Last season: 5th in NIHL 1 South, playoff semi-finalists, cup semi-finalists

It’s been a while since the Bison did battle with this particular organisation; so much so that since we last played then they left the EPL, moved to Lee Valley and changed their name. However there’s excitement bubbling on the horizon for the London Raiders.

Last season:

The 2016/17 campaign was the Raiders’ 4th away from Romford and saw an improved set of results. After two consecutive 8th placed finishes, the Raiders were certainly more in the mix. Whilst Chelmsford utterly steamrollered the league, the rest of the chasing pack were much closer together. With draws still part of the league format last season (they have been removed for 2017/18), the Raiders went 11-4-13 so whilst they technically finished with a negative record in the league, there’s 16 games that they didn’t lose and showed a steady progression. The Raiders ended up in the middle of the pack, able to challenge teams above them on the night but not over the course of the season as they finished 8 points behind 2nd place Invicta and 6 points above 7th placed MK. They quite literally ended up in the middle.

Finishing 5th meant a tough playoff first round against Oxford but the Raiders blew the Stars out of the water in the second leg as they clocked up a 7-1 win and an 11-3 aggregate win. The semi-finals however saw a reverse of fortunes as they came up against Chelmsford, who had already dispatched them in the cup, and were handed 5-1 and 11-3 losses to end the season.

How they got here:

There’s no big shuffling around of leagues as there was for the Fire. The Raiders have been in NIHL 1 South since the transfer from the ENL. They entered what was the third tier after leaving the EPL in 2010.

The returnee:

We could only really talk about one guy here, couldn’t we? Alan Lack is loved by the fans of who he plays for and loathed by those that he plays against. A player that I once called “King Rat” because of his agitating ways but then if you’re going to sign a rat, sign the best one that you can?

It was something of a shock to Bison fans when Lack stepped away from hockey just 10 games into the new season. When he resurfaced with the Raiders it was not. Lack had originally left the Raiders to come to the Bison and with the 25 year old being based on that side of London with his wife and kids, when the chance to play again came up it was good for both parties.

Lack gives the Raiders that player who has performed at a higher level against the newer teams but he also knows how to win. That will be invaluable for the Raiders whose fans love Lack’s rough and tumble style.

The new boy:

One player that I’m really excited to get to see again is Brandon Ayliffe. A former Romford junior, Ayliffe moved to Chelmsford and caused a variety of waves in the Chieftains junior system, making his debut for the senior side in the British Challenge Cup in 2014. Whilst all the NIHL sides were handily beaten for the most part, Ayliffe’s appearance in Basingstoke certainly turned the heads of the crowd that night and now he’s fully in senior hockey, the hope is that he will push on. Given the issues at Chelmsford, the fact that a coach that knows him is giving him a chance at the 2nd tier is not a big surprise. Ayliffe has a ton of potential though it remains to be seen how he will do week in, week out against the bigger sides.

How will it go?

Just after the 16/17 season ended and before the madness began, London pulled off one of the bigger signings of the summer in persuading Sean Easton to become the coach of the Raiders. Easton had been the all-conquering head coach at Chelmsford and arguably the ramifications of that move combined with the changes in league structure have seen the side that won the last 5 consecutive titles leave for NIHL 2.

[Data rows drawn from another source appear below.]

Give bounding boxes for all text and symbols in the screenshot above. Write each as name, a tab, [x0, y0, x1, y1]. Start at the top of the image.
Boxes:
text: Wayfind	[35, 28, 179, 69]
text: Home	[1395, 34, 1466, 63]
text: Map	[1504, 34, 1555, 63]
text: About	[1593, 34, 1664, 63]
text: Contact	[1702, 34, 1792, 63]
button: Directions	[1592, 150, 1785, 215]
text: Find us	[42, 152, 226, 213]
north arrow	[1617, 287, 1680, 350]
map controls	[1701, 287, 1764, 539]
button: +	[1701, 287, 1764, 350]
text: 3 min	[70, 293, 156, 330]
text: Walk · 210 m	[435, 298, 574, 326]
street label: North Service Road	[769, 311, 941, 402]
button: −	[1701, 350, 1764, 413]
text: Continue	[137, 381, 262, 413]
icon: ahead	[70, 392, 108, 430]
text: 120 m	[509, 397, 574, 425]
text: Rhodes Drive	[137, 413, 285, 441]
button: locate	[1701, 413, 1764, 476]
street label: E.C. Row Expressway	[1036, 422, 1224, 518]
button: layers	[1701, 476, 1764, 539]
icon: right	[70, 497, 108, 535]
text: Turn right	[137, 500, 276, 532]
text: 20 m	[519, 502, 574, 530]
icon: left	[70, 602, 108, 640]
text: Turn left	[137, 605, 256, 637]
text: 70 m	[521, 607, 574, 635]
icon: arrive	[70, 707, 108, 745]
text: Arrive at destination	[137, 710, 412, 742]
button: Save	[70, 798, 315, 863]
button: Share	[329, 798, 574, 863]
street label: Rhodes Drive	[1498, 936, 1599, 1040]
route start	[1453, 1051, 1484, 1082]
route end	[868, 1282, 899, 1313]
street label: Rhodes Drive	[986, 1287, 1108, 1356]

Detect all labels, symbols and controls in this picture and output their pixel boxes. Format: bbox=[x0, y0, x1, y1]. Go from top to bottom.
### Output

Make no mistake; Easton is a good coach though he will face a tougher challenge to turn the Raiders into serious title contenders.

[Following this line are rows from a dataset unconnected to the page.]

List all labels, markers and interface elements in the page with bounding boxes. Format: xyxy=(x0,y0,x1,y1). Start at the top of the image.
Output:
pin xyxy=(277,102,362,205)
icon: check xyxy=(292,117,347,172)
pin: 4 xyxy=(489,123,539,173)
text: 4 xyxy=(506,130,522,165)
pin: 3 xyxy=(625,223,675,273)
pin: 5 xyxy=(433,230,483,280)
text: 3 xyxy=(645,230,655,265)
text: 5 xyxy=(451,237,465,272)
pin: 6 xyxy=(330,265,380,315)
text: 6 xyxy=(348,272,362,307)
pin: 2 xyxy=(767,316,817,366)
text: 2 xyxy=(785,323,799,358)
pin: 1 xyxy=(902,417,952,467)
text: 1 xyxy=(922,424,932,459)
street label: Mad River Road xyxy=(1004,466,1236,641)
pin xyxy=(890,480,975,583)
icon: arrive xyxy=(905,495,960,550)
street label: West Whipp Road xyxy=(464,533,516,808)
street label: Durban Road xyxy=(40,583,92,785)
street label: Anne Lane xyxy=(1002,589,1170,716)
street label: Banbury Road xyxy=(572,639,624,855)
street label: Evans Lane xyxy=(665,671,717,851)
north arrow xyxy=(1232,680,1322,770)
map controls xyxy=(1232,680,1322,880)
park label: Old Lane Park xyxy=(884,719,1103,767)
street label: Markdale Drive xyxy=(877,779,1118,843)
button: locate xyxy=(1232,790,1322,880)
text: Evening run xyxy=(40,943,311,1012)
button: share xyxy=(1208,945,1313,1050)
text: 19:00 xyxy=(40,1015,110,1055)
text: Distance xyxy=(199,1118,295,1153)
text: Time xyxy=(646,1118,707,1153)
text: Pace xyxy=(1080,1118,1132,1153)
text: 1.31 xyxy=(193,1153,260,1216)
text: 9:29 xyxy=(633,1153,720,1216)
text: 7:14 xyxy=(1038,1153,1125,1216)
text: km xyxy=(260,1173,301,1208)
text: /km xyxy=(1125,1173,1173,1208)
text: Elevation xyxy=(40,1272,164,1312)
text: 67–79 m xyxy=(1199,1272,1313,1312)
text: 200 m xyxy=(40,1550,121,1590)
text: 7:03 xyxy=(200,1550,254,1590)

With the budget that they have, the Raiders have put together a team that would certainly cause some damage if the NIHL hadn’t suddenly found itself the second tier. Now there are some different names in there, the Raiders become more of a wildcard than they were previously. It’s not difficult to say “the ex-EPL sides will do well” or to say the legacy NIHL sides “will struggle” but the Raiders have a number of factors in play that make them hard to pin down; new coach with a history of putting together good teams and winning lots combined with a young roster (the average age is 24) that has injections of experience in it makes for a combination that I certainly want to see on the ice.

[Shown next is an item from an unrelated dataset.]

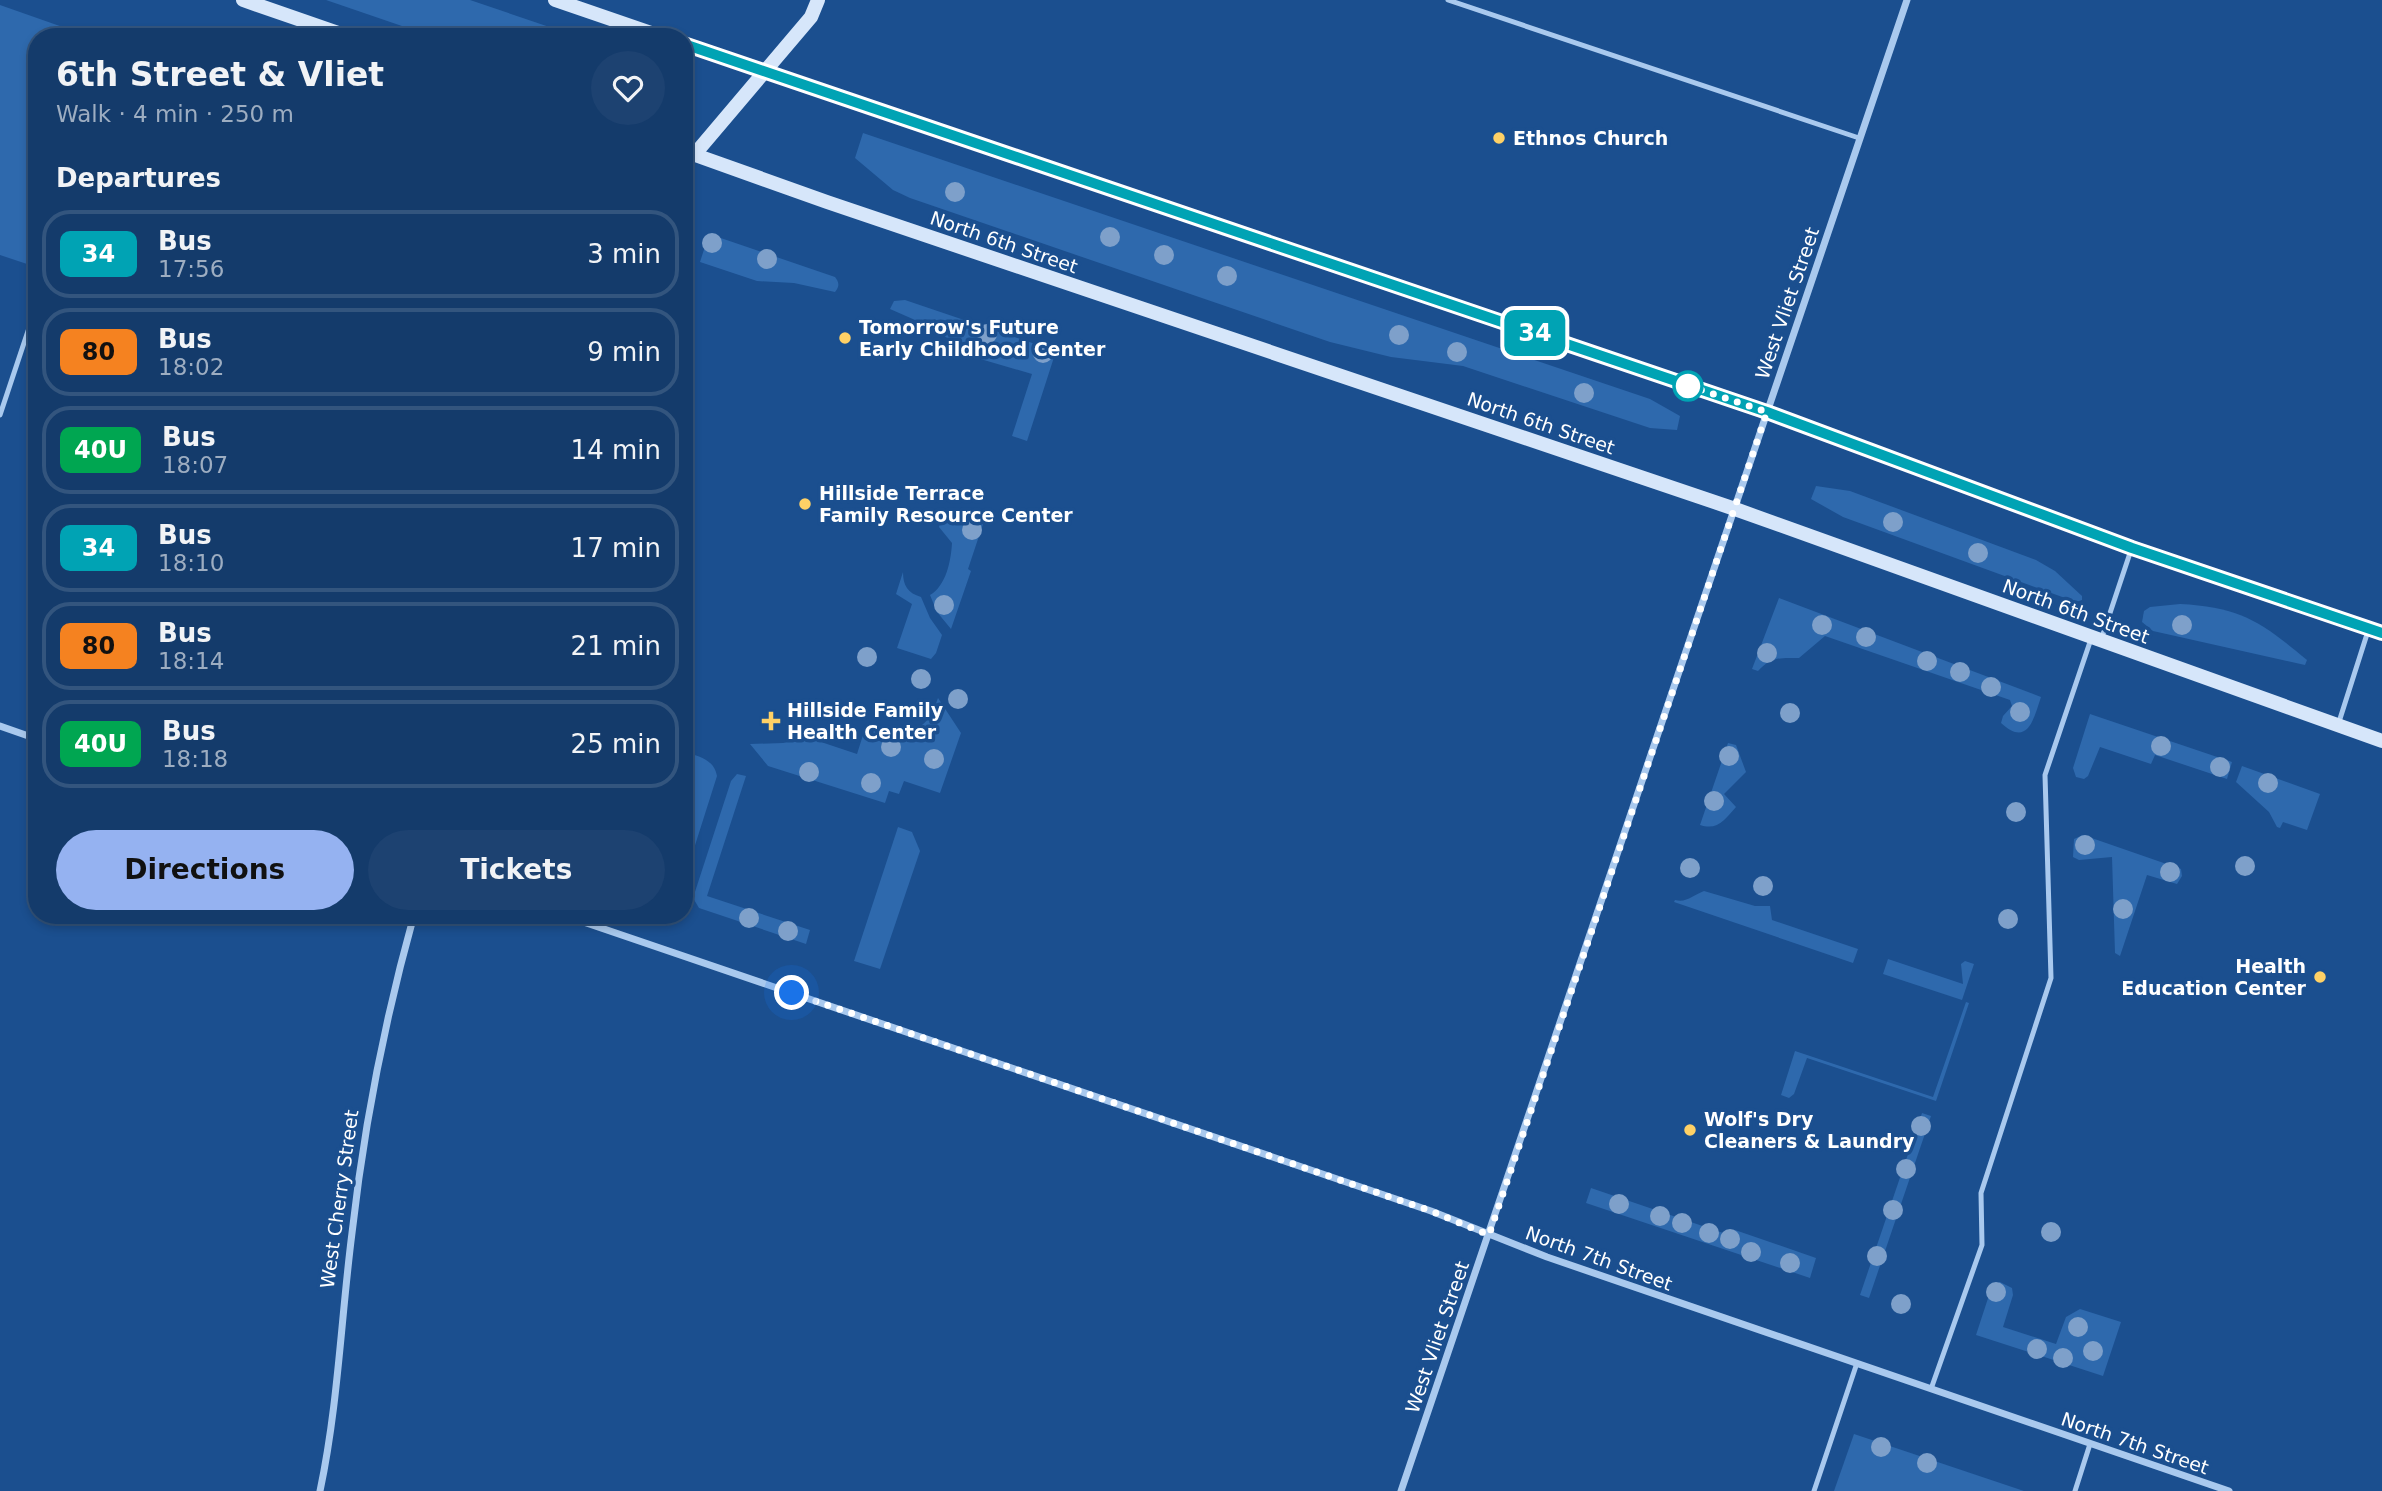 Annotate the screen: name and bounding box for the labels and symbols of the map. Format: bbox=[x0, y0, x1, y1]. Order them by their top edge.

Easton has brought in no less than 6 players from Chelmsford with Ayliffe being joined by the likes of Matt Turner and Sean Barry who were part of the Chieftains dynasty. They’re also joined by Olegs Lasckenko who finished last season at Bracknell having originally signed for Easton at Chelmsford.

However the new coach has made a point to keep the character of the Raiders together. Yes, Chieftains players have been brought in but this is a Raiders roster with 12 returnees including players like Lack and other good veterans like John Connolly, Andy Munroe and import forward Marek Nahlik.

I’m not about to say that the Raiders are going to pull off some sort of movie like run to the title with a team of misfits. That’s not fair to the Raiders because this is not a team of misfits and because like last season I think they can challenge on the night but might fall short in the long run. The cup and the playoffs however will be anyone’s game and that’s where the London Raiders might strike.